Collected data:
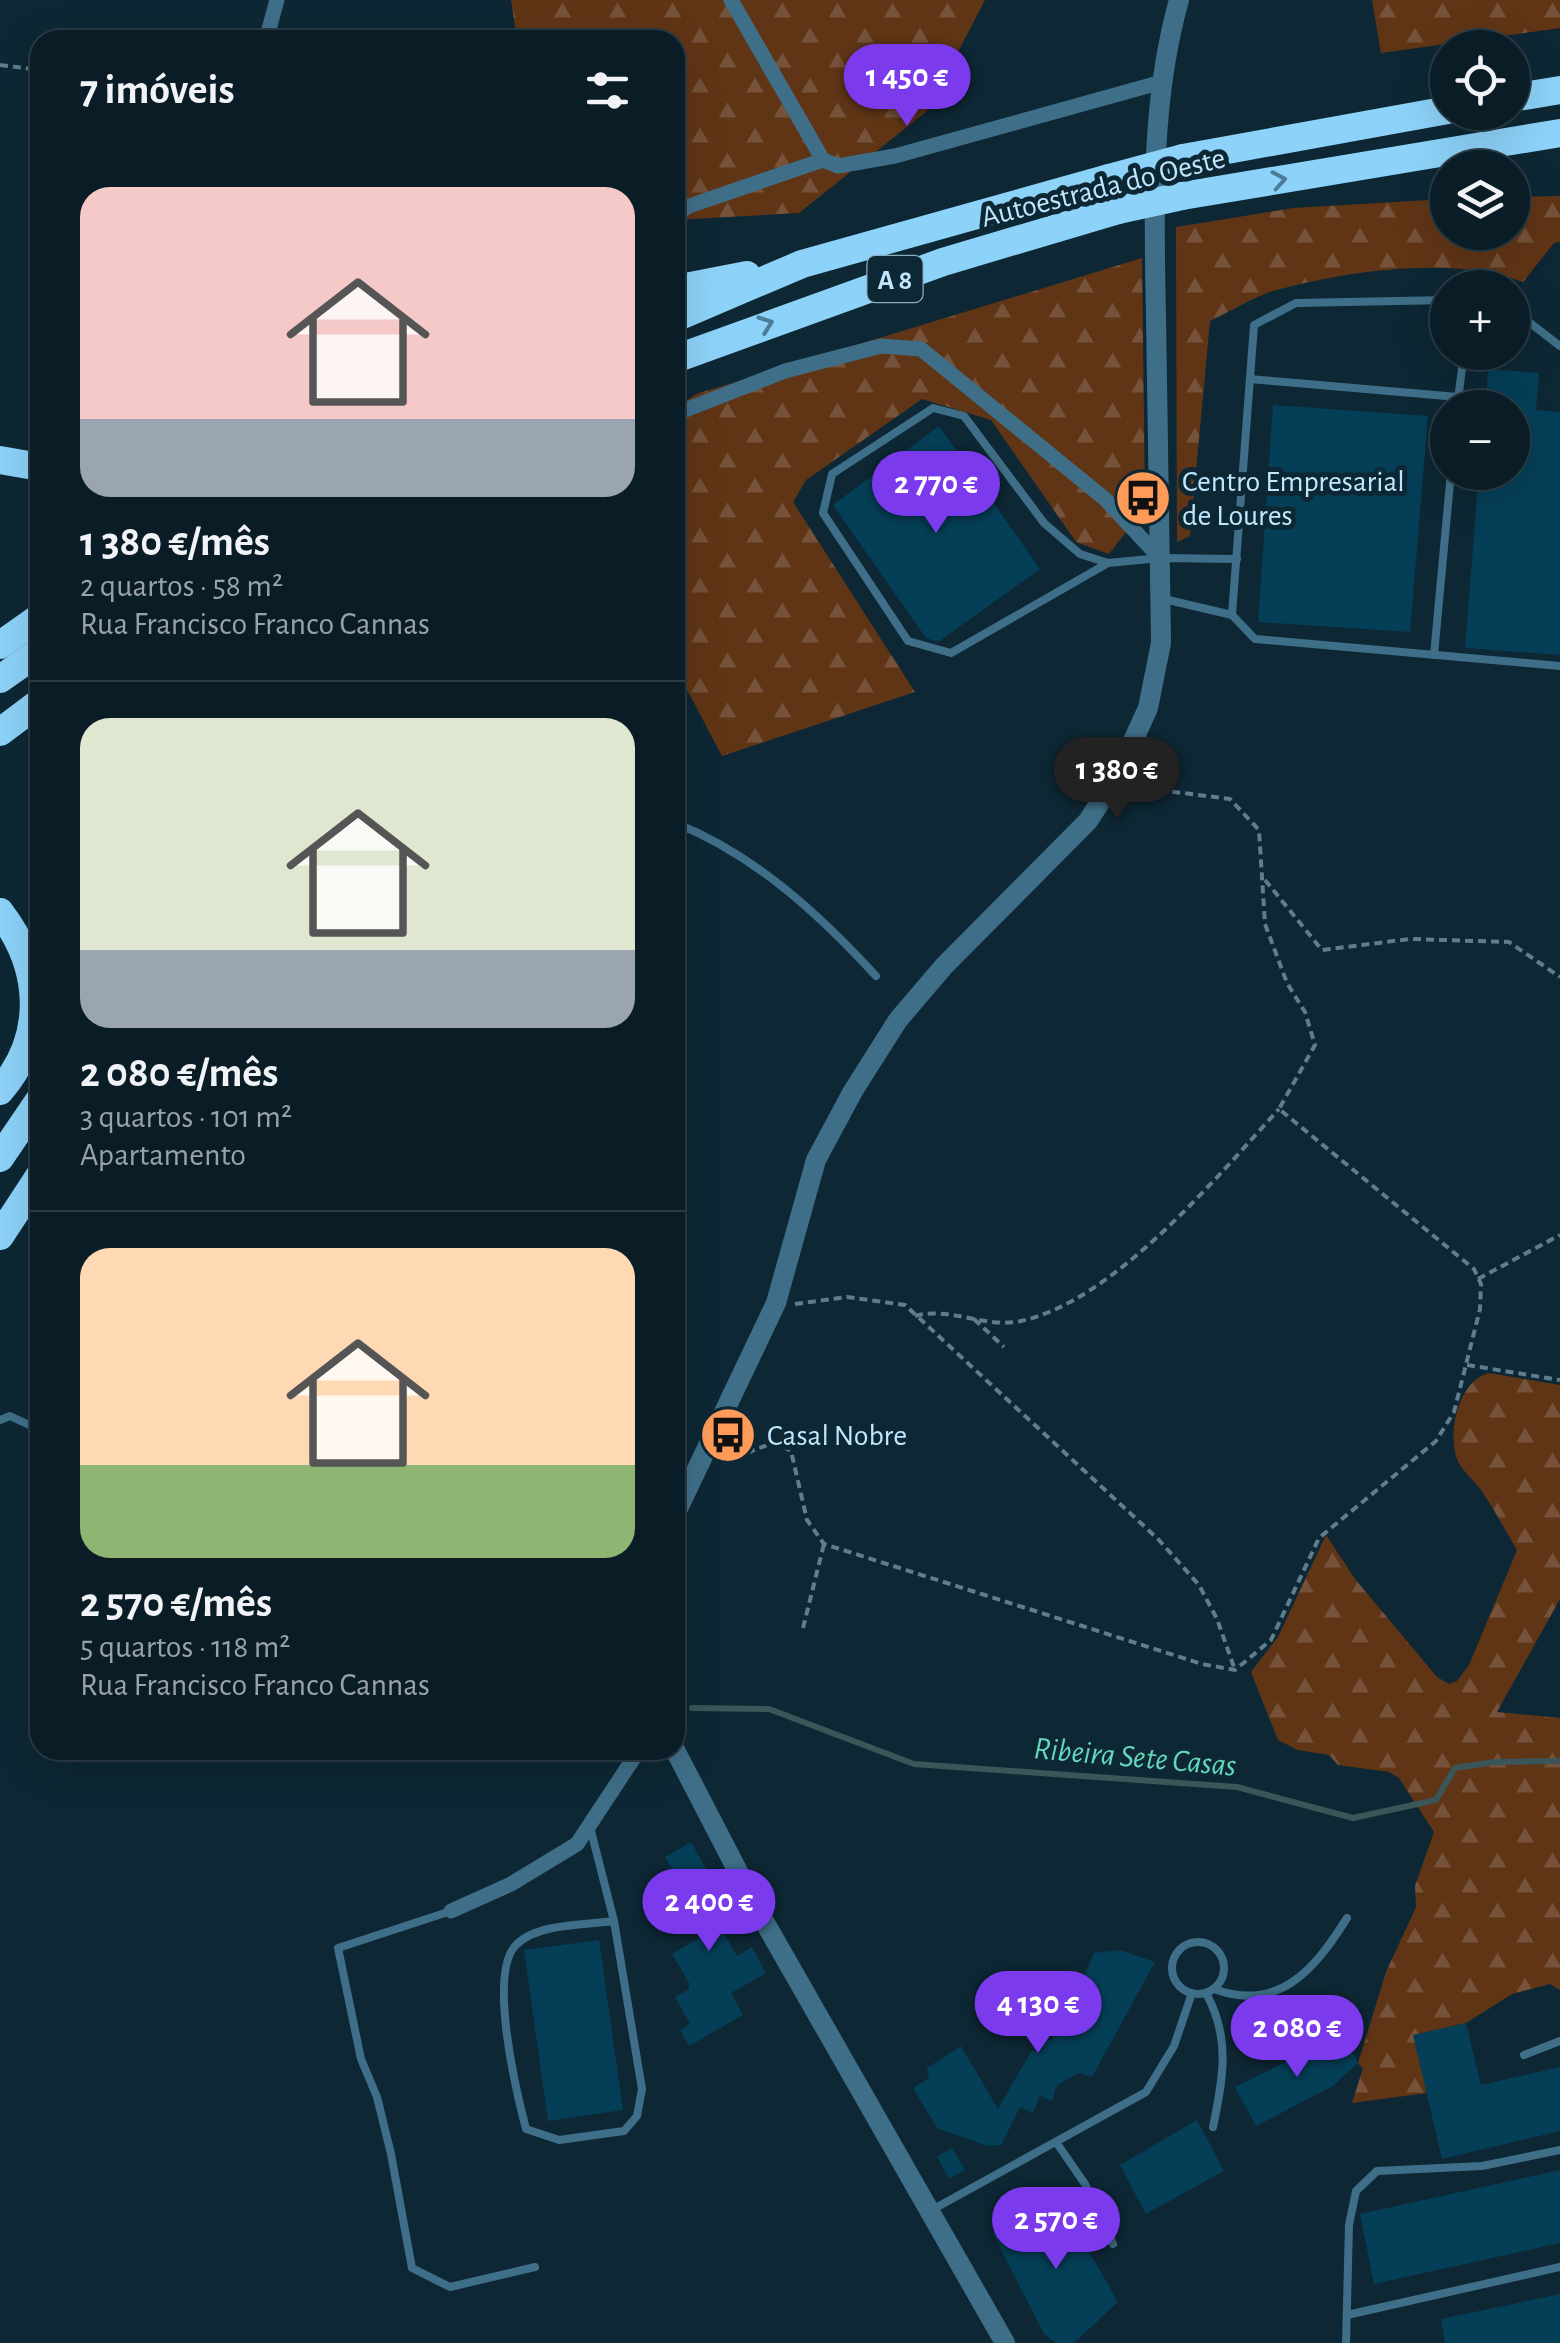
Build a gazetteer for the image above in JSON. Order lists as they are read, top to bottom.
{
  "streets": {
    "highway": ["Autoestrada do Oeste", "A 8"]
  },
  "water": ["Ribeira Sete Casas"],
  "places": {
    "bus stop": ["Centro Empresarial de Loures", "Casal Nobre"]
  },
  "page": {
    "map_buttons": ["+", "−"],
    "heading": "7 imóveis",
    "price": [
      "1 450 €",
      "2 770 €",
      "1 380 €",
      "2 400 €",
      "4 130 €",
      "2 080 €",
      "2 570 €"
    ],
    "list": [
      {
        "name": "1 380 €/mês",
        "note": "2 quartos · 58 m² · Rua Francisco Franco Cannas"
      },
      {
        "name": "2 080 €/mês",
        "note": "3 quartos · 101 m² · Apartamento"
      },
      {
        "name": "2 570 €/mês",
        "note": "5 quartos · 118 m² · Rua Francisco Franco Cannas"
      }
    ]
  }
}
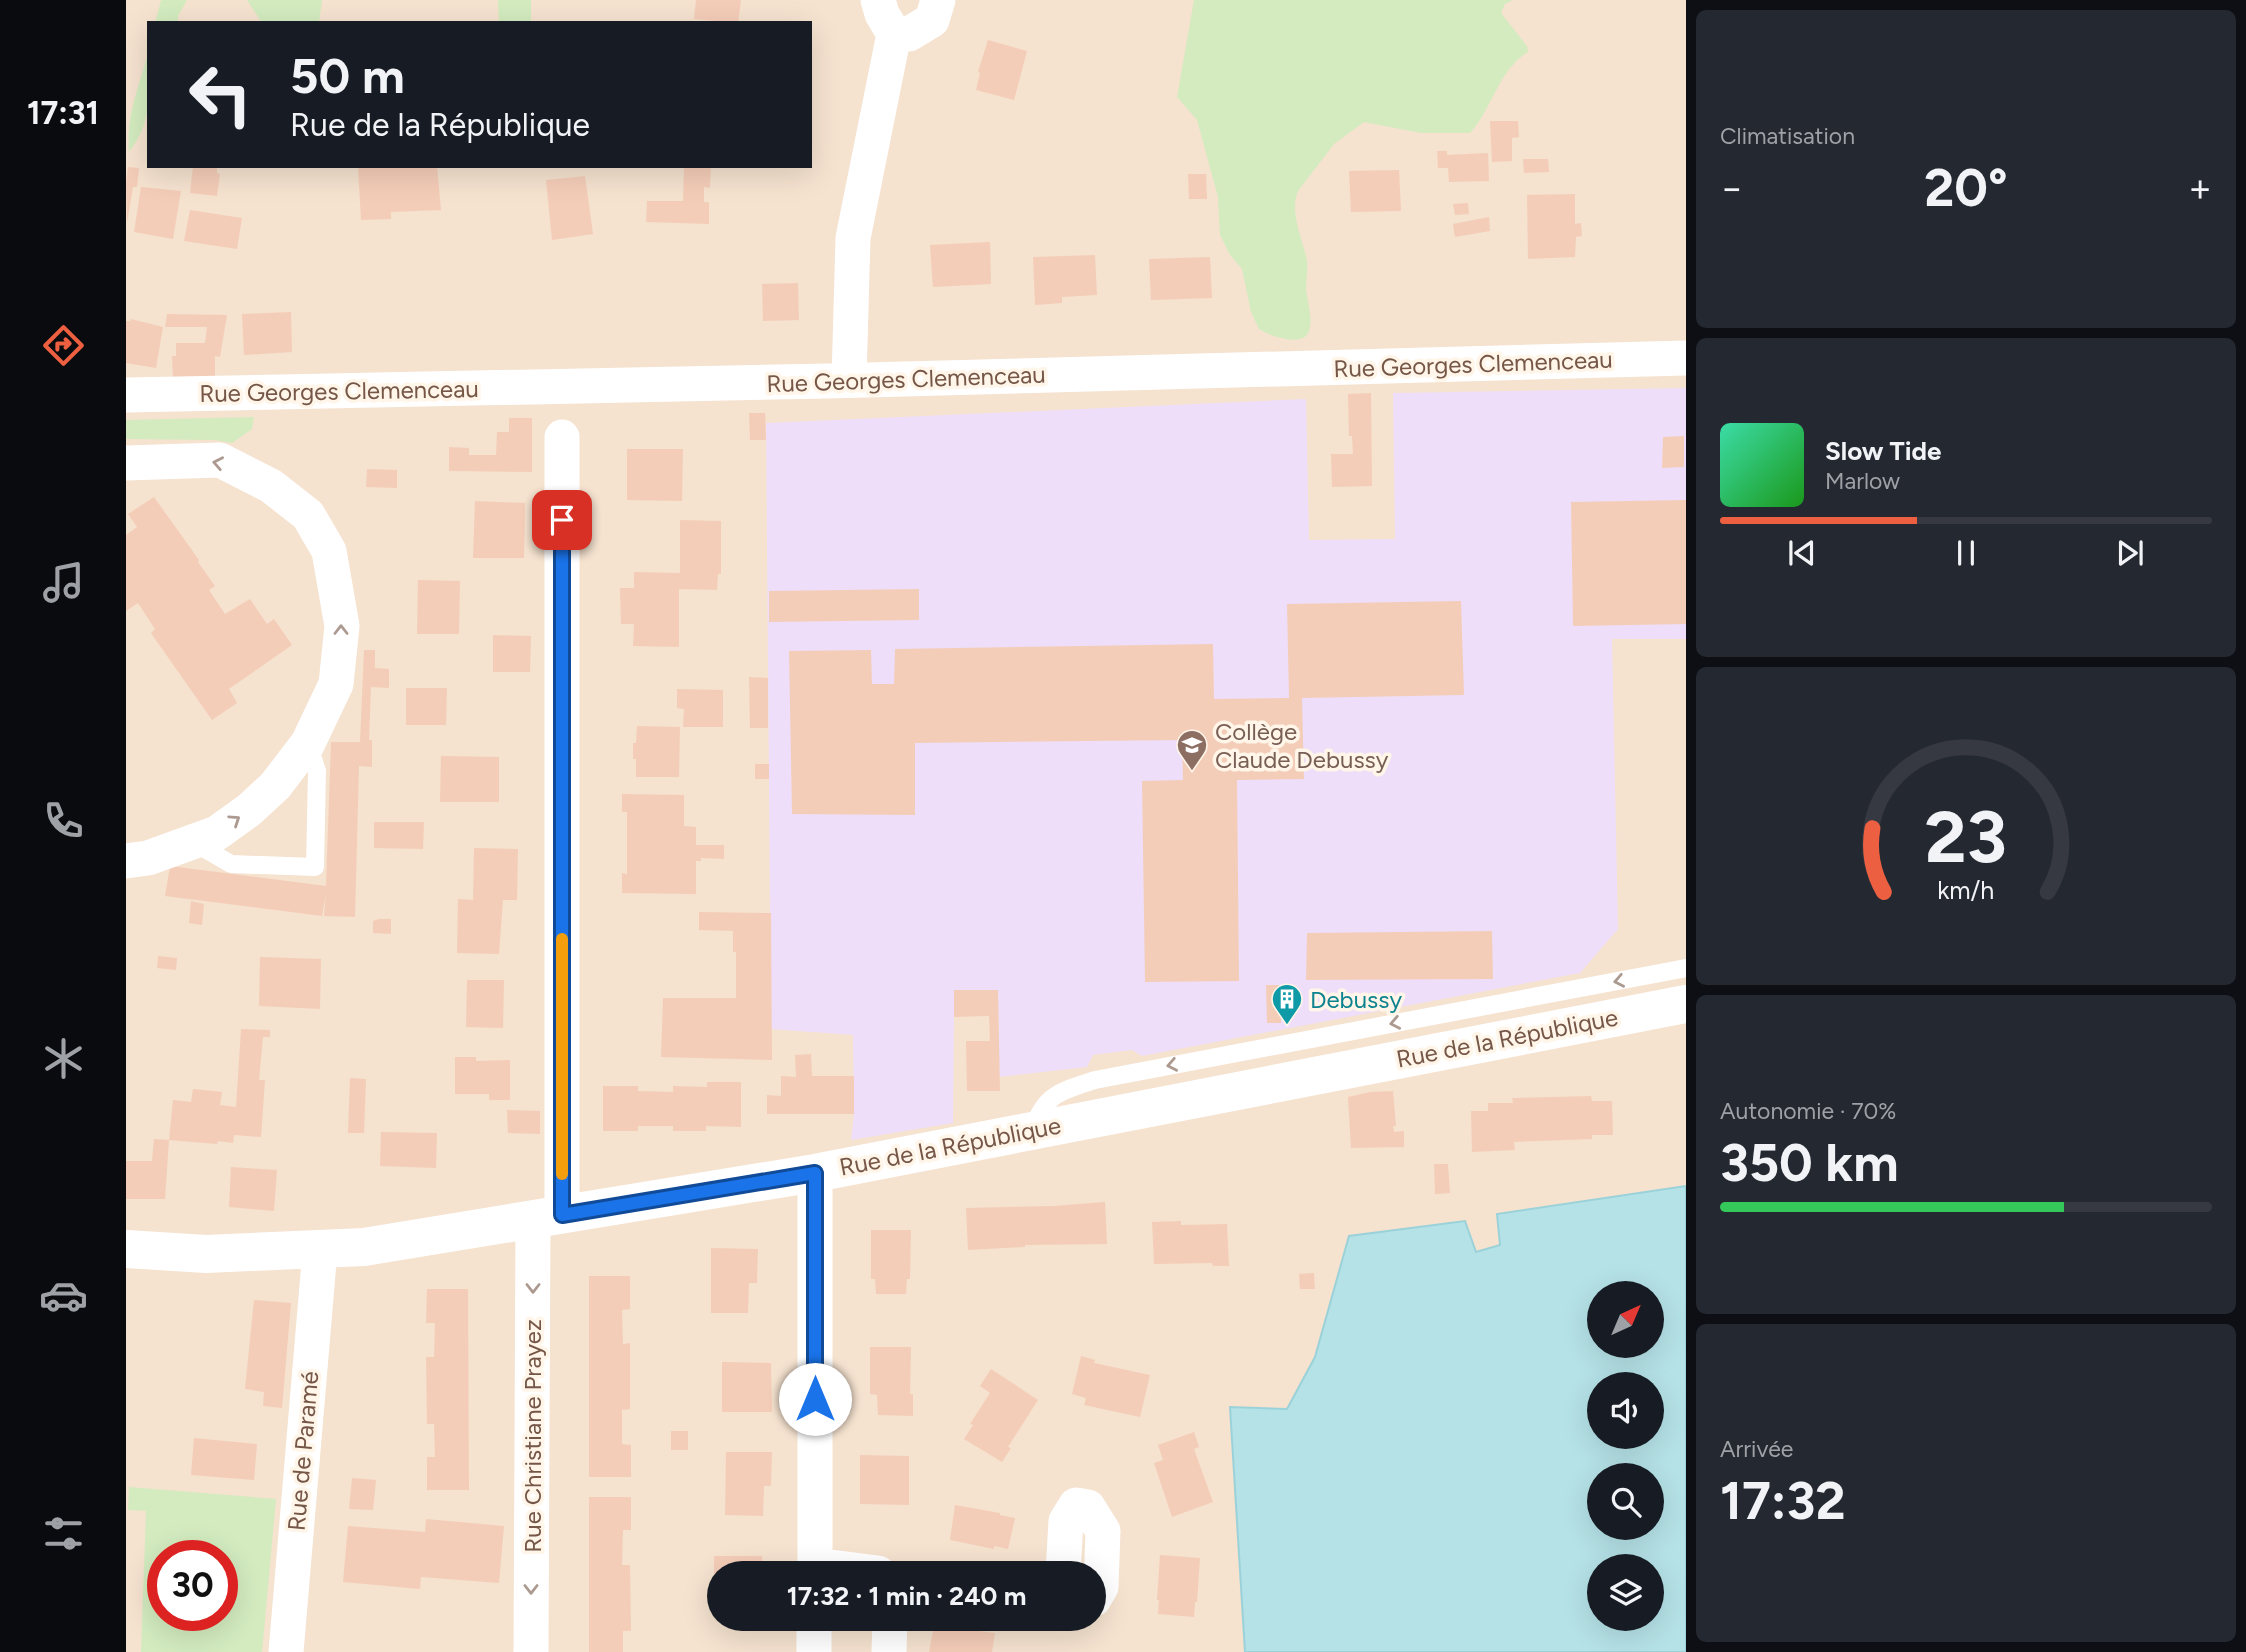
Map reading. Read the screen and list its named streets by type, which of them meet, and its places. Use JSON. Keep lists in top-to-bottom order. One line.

Work item:
With the pictures omitted, the entries are to be transcribed in full, exactly as they appear.

Response box:
Build a gazetteer for the image above in JSON. Order lists as they are read, top to bottom.
{
  "streets": {
    "highway": ["Autoestrada do Oeste", "A 8"]
  },
  "water": ["Ribeira Sete Casas"],
  "places": {
    "bus stop": ["Centro Empresarial de Loures", "Casal Nobre"]
  },
  "page": {
    "map_buttons": ["+", "−"],
    "heading": "7 imóveis",
    "price": [
      "1 450 €",
      "2 770 €",
      "1 380 €",
      "2 400 €",
      "4 130 €",
      "2 080 €",
      "2 570 €"
    ],
    "list": [
      {
        "name": "1 380 €/mês",
        "note": "2 quartos · 58 m² · Rua Francisco Franco Cannas"
      },
      {
        "name": "2 080 €/mês",
        "note": "3 quartos · 101 m² · Apartamento"
      },
      {
        "name": "2 570 €/mês",
        "note": "5 quartos · 118 m² · Rua Francisco Franco Cannas"
      }
    ]
  }
}
Map reading. Read the screen and list its named streets by type, which of them meet, and its places. Use JSON. Keep lists in top-to-bottom order. One line.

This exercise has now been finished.